During medical school we were admonished never to take short cuts. High on the list of forbidden behaviors was to fail to do a complete physical exam, regardless of how focal the presenting problem seemed. For one thing, our diagnostic skills were in their infancy, and narrowing the focus too early was a way to miss important things. For another, there is a wide range of normal and multiple exams would help us recognize an outlier. The relationship with the patient was felt to be enhanced by the process of a methodical and attentive exam with laying on of hands.

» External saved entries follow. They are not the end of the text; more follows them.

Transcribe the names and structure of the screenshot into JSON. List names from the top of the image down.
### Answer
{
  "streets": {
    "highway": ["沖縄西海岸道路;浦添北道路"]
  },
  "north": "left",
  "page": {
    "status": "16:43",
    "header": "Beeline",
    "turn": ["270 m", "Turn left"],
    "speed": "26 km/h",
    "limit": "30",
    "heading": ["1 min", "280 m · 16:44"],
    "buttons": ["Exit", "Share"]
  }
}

Finally, practice was deemed essential to improving our physical exam skill and efficiency. (There was also the possibility of gaining credit for recognizing and demonstrating an unusual finding on morning rounds, and the ever-present fear that the attending would ask us about some obscure aspect of the exam.)

During my first year of family practice residency the habit of full exams on every patient had not yet fallen victim to time pressure. Usually worth while, it occasionally led to unexpected results.

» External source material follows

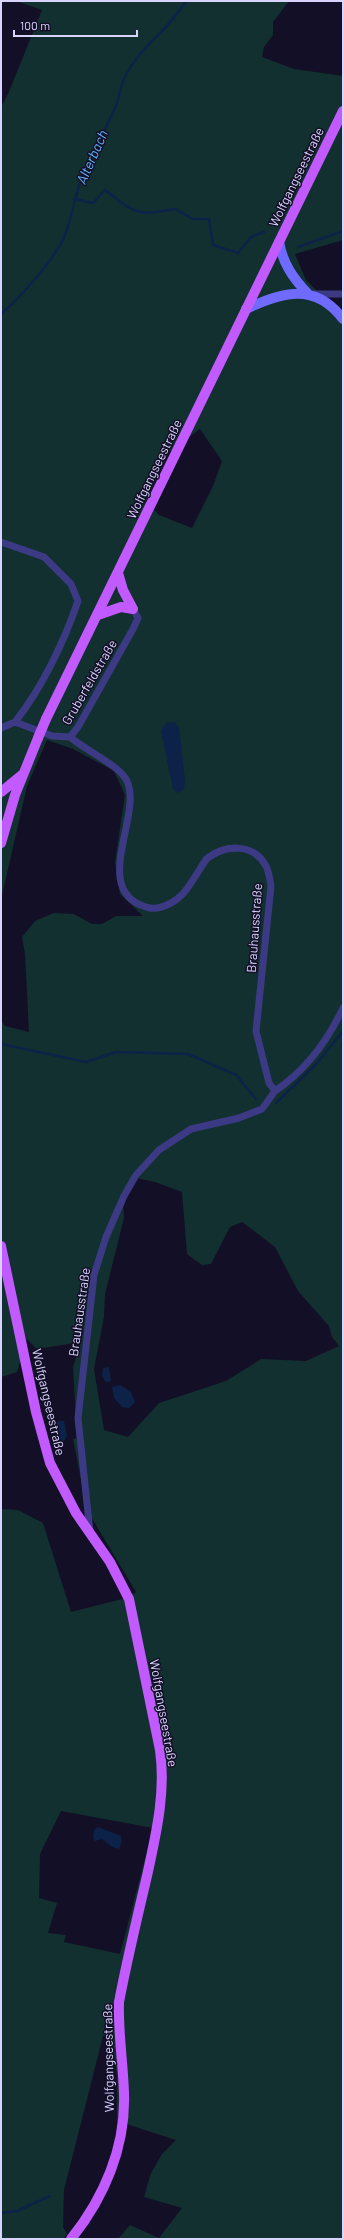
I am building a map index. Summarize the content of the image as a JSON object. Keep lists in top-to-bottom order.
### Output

I was seeing a middle aged man in the Emergency Department about a swollen and exquisitely tender knee that he felt was related to gout. His reason for thinking this was that he had had numerous previous identical episodes, most often - as in this instance - several weeks after he stopped taking his allopurinol, a medication used to lower uric acid levels and prevent gout. He patiently tolerated my taking a detailed medical and social history and review of systems, once replying to my explanation for seemingly off-topic questions with a comment about having plenty of time.

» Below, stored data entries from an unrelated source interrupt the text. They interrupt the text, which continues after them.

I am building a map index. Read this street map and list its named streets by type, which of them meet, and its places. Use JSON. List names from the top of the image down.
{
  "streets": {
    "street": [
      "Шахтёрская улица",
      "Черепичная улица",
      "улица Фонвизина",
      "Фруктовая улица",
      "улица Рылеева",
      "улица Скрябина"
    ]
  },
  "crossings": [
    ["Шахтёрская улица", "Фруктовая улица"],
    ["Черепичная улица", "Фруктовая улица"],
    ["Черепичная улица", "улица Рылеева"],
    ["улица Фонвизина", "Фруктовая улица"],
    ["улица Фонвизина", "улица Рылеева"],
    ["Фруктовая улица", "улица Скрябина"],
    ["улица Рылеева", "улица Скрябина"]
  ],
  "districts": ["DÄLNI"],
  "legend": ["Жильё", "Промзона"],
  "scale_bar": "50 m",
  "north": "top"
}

When it came time for the exam, after putting both his knees through their paces (and convincing myself that he did, indeed, have gout), I asked if he would mind if I did a full physical, using my usual excuse, that I wanted ‘to make sure we weren’t missing anything important.’ He said he was happy to help me learn to be a good doctor.

There is a system to the physical exam. One starts at the top and on the right side of the patient, and descends, following the protocol passed on through generations of physicians. His head was symmetric and atraumatic, with normal hair distribution and scalp. Both external ears were appropriately placed and without skin lesions. (The top of the ears get lots of sun and rare sunscreen and are a place we are taught to look for pre-cancerous lesions.) The canals were clear and they tympanic membranes, easy to visualize, were translucent with normal landmarks and light reflex. His right eye was normal, with no icterus (jaundice shows up first in the whites of the eyes) or conjunctival injection, arcus senilis (deposit of lipids in the iris, a marker for hypercholesterolemia), or Kayser-Fleishcer ring (copper in the iris, a sign of Wilson’s Disease). The fundoscopic exam  showed a no evidence of cataracts, a nice sharp disc where the optic nerve left the back of the eye, and normal caliber vessels. The left eye was also anicteric and had no injection, arcus senilis or Kayser-Fleischer ring. Fundoscopic exam, however, presented difficulties - I was unable to clearly visualize the interior of the eye. I shook my opthalmoscope, checked that the light worked, and worked my way methodically through all the lenses - but was still unable to get a clear view of his fundus. I turned the room light off and tried again, with no greater success. 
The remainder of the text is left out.